#### DATA EXTRACT
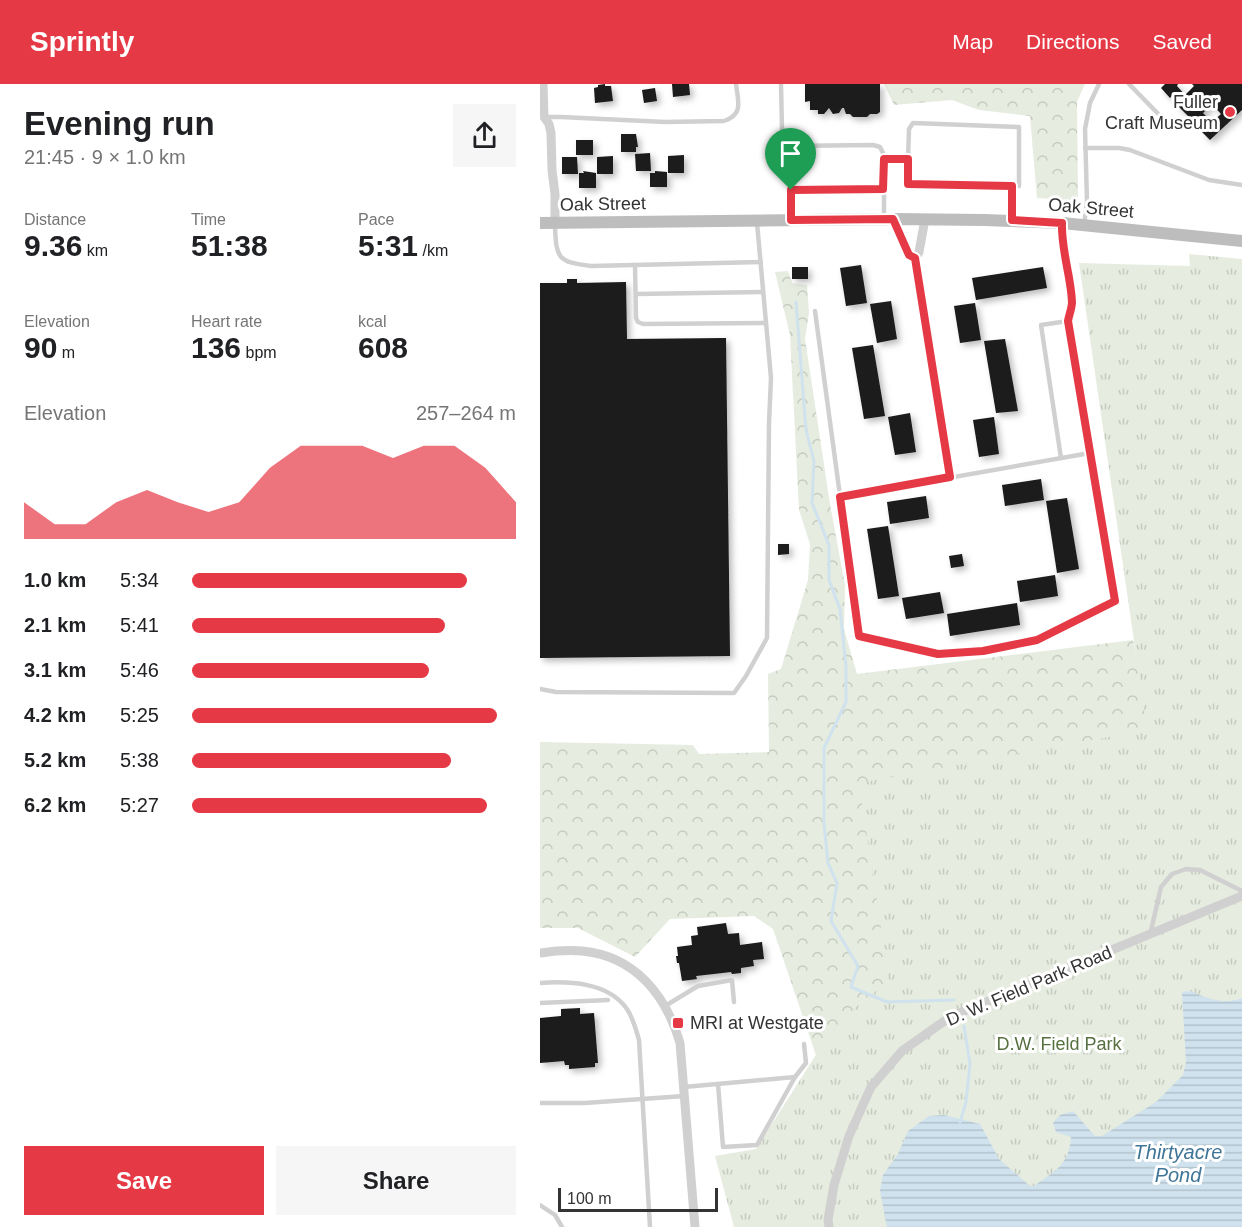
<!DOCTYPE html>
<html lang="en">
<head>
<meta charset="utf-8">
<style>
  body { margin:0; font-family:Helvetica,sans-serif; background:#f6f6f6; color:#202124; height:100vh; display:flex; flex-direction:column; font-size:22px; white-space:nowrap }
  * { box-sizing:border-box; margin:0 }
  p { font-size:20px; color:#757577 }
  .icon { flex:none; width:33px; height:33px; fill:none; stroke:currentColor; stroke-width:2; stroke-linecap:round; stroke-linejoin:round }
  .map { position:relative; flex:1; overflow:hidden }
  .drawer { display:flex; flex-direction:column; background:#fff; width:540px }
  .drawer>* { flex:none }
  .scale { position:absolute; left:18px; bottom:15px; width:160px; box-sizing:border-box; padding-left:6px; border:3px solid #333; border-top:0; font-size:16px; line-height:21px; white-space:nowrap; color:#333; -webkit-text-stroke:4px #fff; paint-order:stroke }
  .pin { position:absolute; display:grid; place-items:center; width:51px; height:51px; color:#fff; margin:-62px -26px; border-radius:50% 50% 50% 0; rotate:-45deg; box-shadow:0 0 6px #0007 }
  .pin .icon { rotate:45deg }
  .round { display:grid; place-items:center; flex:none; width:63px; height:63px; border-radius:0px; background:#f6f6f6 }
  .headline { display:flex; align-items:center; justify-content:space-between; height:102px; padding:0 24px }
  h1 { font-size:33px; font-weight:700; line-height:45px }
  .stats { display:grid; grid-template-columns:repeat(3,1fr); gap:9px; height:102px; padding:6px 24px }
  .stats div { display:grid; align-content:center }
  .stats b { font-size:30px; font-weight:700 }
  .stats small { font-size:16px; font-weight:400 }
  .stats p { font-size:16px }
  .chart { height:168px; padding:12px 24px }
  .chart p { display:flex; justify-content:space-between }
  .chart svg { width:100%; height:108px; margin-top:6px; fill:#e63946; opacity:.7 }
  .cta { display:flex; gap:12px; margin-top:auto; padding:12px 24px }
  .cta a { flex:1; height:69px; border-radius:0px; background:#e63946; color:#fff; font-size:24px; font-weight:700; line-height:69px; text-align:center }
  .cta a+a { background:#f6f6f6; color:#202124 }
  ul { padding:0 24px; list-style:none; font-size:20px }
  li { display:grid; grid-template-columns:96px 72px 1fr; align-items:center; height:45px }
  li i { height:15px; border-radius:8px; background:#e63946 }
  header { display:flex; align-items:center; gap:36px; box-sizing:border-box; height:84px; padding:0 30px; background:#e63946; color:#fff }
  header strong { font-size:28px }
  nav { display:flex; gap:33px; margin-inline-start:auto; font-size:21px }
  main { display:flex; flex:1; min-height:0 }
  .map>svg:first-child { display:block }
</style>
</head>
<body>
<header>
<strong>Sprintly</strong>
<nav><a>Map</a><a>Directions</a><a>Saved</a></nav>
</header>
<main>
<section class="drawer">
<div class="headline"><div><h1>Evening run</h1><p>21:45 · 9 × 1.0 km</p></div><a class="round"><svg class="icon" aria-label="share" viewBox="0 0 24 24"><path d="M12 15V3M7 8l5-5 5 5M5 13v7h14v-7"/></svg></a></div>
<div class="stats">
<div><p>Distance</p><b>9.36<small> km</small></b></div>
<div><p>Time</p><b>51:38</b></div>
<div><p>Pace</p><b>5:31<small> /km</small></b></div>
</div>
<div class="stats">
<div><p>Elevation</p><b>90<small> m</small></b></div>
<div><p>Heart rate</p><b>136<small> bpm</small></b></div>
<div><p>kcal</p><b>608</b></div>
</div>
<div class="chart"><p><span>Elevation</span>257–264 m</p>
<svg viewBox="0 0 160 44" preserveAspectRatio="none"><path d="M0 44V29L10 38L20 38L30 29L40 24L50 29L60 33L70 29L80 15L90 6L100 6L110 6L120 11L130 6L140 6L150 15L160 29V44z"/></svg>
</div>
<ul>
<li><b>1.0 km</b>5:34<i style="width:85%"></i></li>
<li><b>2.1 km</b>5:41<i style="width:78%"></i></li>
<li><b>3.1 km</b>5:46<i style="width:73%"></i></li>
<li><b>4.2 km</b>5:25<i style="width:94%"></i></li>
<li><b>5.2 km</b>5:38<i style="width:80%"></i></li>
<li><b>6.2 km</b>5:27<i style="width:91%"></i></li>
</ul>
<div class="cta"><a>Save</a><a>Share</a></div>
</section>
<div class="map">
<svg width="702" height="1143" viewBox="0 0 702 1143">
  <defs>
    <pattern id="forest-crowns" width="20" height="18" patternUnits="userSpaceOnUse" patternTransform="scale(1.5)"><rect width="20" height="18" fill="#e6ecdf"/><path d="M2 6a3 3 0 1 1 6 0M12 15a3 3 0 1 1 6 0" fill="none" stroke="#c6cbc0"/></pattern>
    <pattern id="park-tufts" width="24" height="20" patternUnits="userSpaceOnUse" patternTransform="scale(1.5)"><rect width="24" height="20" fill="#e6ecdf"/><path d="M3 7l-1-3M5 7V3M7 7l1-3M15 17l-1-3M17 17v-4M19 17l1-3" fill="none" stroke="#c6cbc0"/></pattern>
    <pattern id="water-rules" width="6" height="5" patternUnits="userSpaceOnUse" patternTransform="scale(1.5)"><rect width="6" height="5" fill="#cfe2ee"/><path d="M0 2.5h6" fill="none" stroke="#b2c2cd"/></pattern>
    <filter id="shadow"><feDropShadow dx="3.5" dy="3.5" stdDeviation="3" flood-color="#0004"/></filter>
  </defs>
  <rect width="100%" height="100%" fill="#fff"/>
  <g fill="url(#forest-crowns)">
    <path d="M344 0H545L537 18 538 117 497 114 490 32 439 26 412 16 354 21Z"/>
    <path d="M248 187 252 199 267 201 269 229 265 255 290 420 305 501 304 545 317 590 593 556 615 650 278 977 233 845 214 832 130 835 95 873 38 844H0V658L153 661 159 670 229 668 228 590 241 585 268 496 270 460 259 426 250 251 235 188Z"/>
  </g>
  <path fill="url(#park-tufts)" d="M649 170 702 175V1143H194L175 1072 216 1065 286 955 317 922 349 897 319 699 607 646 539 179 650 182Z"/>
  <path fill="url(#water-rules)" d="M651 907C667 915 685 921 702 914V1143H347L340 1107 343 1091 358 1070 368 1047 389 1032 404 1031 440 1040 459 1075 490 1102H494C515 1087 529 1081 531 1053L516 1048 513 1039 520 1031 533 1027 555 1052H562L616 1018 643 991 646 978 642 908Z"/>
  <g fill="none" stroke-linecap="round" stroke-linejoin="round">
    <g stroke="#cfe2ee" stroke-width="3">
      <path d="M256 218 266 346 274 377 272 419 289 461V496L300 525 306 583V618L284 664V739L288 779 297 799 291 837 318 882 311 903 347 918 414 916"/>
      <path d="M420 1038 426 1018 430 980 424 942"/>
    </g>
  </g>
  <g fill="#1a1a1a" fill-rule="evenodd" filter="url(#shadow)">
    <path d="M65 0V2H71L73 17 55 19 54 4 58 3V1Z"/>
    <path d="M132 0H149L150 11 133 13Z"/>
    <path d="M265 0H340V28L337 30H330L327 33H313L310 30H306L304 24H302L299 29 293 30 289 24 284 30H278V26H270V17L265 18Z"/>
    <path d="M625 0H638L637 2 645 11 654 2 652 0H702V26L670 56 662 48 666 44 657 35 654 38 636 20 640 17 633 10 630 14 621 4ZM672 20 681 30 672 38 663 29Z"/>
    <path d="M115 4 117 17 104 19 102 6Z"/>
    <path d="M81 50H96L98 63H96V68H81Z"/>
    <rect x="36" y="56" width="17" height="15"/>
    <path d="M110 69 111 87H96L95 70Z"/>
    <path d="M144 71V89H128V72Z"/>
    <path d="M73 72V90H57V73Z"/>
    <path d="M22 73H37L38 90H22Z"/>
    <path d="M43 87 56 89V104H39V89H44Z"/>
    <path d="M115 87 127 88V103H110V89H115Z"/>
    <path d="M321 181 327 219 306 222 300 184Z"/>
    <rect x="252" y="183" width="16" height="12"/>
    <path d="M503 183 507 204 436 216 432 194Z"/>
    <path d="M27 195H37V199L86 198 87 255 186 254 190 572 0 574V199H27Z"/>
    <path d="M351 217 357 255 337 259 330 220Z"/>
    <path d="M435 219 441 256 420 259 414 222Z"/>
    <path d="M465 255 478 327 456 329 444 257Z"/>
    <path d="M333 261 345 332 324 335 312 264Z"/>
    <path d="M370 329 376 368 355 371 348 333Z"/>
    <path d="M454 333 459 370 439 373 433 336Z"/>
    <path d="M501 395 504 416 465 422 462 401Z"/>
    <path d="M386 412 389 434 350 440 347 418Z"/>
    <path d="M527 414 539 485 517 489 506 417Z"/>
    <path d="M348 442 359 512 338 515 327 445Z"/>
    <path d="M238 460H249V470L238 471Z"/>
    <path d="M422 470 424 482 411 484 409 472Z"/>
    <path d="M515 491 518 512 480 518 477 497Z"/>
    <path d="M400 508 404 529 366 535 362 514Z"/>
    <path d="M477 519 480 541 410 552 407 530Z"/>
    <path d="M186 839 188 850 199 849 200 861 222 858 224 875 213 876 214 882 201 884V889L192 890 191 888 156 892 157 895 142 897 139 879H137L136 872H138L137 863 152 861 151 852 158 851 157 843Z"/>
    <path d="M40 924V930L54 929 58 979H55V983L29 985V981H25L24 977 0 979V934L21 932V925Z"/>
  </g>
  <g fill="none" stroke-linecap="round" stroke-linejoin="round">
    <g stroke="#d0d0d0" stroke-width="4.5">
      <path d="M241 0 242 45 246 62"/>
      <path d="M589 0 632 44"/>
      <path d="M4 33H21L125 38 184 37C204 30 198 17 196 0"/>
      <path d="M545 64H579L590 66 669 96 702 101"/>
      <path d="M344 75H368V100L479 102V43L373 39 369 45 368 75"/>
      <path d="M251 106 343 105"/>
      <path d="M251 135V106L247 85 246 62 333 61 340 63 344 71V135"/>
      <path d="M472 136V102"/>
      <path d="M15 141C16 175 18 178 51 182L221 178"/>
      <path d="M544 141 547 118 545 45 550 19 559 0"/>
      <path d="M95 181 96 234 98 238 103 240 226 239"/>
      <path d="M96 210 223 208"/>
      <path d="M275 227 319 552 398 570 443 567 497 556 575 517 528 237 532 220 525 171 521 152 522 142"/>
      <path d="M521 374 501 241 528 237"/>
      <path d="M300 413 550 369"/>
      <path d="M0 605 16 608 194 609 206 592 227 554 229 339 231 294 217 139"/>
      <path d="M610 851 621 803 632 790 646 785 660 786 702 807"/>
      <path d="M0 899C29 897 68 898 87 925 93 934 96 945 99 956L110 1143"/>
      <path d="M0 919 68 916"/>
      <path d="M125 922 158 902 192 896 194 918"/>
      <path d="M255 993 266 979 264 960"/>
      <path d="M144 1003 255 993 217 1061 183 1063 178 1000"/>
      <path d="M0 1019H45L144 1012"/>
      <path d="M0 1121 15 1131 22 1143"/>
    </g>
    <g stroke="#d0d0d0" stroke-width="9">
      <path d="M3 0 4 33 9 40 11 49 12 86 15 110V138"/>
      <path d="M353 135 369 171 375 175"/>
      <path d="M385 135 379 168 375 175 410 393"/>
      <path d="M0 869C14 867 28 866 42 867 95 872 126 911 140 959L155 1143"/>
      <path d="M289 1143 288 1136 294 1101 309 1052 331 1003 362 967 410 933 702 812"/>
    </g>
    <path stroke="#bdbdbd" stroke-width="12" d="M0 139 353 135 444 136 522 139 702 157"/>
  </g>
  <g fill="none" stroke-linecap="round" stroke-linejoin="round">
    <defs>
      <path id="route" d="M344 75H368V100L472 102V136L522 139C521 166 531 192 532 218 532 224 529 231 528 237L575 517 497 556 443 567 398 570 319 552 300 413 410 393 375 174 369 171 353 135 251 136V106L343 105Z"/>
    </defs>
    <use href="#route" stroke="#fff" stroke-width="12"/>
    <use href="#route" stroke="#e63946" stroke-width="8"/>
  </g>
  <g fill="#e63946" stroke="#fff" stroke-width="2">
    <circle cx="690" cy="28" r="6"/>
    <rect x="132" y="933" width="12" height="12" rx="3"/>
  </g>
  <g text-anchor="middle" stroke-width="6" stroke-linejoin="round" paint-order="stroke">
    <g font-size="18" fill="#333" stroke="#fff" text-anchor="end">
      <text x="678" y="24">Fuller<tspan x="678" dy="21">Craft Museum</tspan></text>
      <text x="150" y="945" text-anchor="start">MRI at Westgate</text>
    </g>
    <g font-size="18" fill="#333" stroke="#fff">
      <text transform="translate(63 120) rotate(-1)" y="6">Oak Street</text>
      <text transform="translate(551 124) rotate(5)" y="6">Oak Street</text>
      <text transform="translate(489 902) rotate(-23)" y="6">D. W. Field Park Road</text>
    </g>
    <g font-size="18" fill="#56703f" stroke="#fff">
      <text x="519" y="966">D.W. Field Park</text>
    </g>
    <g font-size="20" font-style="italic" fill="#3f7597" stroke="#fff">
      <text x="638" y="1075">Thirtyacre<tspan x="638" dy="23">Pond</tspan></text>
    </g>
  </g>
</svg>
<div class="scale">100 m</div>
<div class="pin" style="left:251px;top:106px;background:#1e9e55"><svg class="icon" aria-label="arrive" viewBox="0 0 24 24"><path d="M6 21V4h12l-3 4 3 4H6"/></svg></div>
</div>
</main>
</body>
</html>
########
EXERCISE >>
Set out exactly, and only, the lines between the first line of the listing and the line containing "margin:0; font-family:Helvetica,sans-serif; background:#f6f6f6;", counting both, while leaving every picture out.

SOLUTION TO THE PROBLEM >>
<!DOCTYPE html>
<html lang="en">
<head>
<meta charset="utf-8">
<style>
  body { margin:0; font-family:Helvetica,sans-serif; background:#f6f6f6; color:#202124; height:100vh; display:flex; flex-direction:column; font-size:22px; white-space:nowrap }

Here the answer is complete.